Sunday, 2 August 2015
News that Zambian villagers are taking a copper-mining company to court over pollution that they claim is damaging their health (http://www.theguardian.com/global-development/2015/aug/01/vedanta-zambia-copper-mining-toxic-leaks). It does appear that extractors of minerals have to be more careful about their activities in a world where perceived problems quickly get out into the world's media. This is, in general, no bad thing as it should keep organisations 'on their toes'.

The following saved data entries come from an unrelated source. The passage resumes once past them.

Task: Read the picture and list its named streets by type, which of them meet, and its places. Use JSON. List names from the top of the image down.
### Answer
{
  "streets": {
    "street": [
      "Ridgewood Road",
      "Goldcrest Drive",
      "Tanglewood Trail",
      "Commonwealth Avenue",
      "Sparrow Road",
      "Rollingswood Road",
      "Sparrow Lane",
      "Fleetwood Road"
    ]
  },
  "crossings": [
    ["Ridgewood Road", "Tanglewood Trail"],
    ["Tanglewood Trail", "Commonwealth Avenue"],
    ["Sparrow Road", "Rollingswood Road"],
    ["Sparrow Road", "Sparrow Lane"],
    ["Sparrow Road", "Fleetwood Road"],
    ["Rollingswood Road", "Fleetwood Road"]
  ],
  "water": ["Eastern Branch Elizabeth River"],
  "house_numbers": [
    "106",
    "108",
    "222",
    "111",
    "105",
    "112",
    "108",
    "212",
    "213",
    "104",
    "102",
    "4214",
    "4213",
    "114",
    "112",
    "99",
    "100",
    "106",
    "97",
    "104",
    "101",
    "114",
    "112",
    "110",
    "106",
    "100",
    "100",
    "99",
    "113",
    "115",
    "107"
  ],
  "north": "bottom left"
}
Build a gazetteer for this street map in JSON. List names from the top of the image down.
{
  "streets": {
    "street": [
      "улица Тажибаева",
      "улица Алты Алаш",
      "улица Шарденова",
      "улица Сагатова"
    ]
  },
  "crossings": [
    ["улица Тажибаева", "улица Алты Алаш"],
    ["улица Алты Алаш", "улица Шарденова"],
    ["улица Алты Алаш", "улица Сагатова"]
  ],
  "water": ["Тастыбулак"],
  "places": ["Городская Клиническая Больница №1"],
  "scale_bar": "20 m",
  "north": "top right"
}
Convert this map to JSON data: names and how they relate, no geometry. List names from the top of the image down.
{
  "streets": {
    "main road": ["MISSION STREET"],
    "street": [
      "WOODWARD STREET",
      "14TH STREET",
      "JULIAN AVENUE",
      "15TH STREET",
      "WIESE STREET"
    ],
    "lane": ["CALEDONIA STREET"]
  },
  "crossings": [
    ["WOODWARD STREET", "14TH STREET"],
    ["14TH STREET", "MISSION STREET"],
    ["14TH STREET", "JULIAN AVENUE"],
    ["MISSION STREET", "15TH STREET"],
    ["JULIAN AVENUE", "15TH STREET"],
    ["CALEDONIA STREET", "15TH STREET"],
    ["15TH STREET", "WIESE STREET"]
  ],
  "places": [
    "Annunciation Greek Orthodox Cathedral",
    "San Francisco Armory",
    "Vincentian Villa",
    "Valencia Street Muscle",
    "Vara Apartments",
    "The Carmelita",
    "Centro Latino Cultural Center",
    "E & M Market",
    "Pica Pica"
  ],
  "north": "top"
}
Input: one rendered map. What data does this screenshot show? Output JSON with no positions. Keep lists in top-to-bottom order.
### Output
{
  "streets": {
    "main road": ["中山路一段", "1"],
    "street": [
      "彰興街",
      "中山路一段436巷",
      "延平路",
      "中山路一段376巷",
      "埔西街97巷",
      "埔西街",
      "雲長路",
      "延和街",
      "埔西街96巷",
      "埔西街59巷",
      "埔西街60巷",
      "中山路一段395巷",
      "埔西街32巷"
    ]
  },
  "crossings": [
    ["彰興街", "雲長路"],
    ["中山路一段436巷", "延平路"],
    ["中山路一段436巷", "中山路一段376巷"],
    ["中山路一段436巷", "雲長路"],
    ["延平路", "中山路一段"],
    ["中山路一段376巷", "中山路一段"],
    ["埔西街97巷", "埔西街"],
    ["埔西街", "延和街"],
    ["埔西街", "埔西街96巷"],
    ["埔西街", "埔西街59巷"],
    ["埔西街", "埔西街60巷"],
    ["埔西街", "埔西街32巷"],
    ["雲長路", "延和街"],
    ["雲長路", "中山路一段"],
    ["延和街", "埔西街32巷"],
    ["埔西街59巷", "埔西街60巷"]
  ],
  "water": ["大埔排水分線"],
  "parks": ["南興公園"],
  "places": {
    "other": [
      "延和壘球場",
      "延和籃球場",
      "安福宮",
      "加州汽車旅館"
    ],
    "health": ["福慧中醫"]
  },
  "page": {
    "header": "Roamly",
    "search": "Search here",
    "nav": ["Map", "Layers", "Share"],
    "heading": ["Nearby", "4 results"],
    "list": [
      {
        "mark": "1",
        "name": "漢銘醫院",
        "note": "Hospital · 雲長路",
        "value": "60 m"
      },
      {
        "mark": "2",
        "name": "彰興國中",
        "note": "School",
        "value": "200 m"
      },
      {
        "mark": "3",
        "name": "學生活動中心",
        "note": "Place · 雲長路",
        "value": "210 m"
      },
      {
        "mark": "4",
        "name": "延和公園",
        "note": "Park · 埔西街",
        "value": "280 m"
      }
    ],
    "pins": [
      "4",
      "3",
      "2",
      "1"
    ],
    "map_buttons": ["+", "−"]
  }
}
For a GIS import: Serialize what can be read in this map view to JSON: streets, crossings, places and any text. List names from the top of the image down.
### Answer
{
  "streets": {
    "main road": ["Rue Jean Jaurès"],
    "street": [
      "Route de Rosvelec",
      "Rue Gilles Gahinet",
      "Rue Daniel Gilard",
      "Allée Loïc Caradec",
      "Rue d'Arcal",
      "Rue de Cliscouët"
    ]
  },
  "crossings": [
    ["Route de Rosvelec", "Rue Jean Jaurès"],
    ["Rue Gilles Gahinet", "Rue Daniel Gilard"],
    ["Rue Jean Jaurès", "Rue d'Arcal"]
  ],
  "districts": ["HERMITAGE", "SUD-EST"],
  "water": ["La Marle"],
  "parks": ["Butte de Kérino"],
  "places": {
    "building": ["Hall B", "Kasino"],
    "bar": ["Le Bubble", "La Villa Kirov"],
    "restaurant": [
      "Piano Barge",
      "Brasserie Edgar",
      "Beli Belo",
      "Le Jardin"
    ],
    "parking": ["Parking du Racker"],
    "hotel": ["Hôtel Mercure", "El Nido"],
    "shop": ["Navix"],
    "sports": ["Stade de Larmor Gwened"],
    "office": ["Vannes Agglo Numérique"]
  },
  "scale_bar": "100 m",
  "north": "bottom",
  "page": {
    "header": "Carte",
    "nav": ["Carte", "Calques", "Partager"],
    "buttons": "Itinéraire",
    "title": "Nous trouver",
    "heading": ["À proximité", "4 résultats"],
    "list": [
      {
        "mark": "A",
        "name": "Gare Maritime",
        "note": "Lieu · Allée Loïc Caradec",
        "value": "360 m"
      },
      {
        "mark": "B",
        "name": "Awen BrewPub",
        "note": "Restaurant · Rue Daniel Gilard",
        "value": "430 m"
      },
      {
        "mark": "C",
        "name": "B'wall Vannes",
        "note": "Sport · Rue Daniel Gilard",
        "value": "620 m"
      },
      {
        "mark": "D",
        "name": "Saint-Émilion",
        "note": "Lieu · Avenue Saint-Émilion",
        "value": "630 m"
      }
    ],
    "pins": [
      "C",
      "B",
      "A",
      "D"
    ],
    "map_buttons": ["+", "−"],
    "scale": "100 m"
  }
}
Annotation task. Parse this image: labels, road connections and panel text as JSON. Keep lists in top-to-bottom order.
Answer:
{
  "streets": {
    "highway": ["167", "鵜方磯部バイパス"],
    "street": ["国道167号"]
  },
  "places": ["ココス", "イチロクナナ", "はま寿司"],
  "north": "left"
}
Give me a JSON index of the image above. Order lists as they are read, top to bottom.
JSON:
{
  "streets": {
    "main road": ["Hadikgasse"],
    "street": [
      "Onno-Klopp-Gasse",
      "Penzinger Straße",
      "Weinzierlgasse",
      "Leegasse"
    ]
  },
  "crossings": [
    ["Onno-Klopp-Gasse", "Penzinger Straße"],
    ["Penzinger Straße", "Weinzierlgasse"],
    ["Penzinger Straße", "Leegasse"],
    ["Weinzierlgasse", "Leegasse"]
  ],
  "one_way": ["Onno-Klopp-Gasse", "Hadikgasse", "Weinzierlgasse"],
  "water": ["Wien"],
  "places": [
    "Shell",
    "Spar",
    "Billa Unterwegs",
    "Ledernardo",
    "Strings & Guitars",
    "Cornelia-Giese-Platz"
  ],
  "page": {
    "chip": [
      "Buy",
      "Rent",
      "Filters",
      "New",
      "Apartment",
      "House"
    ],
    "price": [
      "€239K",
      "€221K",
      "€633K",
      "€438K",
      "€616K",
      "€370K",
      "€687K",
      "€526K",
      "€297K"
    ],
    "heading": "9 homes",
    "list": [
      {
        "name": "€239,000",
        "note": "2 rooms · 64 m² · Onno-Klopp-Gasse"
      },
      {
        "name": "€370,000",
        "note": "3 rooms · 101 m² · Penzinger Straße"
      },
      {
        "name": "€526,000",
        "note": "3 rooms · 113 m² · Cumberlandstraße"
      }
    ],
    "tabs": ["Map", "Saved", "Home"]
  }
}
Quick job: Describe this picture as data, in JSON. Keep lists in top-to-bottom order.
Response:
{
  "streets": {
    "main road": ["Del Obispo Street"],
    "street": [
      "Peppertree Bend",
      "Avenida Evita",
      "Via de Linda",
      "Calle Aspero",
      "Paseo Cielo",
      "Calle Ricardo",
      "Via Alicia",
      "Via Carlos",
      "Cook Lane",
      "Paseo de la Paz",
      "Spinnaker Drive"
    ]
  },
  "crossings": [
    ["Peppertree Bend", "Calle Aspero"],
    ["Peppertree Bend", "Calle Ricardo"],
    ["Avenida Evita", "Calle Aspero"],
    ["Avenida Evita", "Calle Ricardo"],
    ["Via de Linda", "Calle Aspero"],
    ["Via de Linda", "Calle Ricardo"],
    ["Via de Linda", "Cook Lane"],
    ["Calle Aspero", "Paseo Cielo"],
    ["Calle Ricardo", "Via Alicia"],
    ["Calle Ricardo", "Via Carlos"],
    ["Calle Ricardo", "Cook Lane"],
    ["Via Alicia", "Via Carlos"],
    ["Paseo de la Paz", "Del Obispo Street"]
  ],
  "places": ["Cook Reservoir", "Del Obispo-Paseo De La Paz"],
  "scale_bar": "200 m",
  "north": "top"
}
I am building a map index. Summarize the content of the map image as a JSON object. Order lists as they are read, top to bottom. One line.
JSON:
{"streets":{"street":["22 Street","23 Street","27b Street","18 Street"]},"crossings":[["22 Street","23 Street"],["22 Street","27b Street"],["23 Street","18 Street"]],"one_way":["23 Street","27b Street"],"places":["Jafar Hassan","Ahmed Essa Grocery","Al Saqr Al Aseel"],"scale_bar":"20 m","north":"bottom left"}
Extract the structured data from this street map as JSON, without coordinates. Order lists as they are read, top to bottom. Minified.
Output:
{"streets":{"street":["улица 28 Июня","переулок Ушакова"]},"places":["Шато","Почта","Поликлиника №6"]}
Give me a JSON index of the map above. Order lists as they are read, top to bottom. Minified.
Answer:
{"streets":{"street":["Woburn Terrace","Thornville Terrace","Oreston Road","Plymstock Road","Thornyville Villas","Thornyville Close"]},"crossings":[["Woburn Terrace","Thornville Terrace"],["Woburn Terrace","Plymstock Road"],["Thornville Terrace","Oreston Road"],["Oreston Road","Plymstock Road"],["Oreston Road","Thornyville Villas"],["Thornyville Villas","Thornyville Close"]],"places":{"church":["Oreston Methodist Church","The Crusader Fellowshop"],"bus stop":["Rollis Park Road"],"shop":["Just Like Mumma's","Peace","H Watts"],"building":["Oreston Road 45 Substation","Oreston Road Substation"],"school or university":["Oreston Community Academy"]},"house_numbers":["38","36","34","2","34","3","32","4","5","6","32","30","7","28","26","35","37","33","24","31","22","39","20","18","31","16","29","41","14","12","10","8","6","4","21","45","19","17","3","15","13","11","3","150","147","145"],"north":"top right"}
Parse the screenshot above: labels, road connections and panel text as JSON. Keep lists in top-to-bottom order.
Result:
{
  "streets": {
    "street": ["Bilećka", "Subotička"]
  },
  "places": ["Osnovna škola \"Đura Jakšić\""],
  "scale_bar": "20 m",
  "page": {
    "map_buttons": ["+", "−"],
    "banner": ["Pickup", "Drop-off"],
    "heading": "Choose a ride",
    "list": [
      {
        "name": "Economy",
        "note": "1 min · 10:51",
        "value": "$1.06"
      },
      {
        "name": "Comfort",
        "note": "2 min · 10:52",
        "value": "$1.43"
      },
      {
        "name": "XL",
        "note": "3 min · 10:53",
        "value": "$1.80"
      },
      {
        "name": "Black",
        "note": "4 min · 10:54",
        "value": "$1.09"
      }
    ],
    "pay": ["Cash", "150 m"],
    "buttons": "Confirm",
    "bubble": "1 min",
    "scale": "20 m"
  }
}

The Royal Society of Biology is apparently going to ask Britons to vote for their 'favourite bug' as a means of drawing attention to the effects of pesticides, habitat loss and climate change on such organisms (http://www.theguardian.com/environment/2015/aug/02/insect-poll-highlights-uk-threatened-species). This is all very timely but I can't help but feel that the vote will not be as meaningful as the recent vote for the favourite bird (the European robin, a species that all the people voting in that poll will have seen). The trouble with invertebrates is that there are many, many more candidates and most people will not have even noticed more than a few of them. Ladybirds might get a lot of votes from the children's book series or the nursery rhyme but, I suspect, spiders (in spite of also having a nursery rhyme) have less positive PR. Wasps are also generally misunderstood. Many of the candidates listed in the article seem to be the bigger and brighter species. How many votes is the Beautiful demoiselle (Calopterix virgo) likely to glean?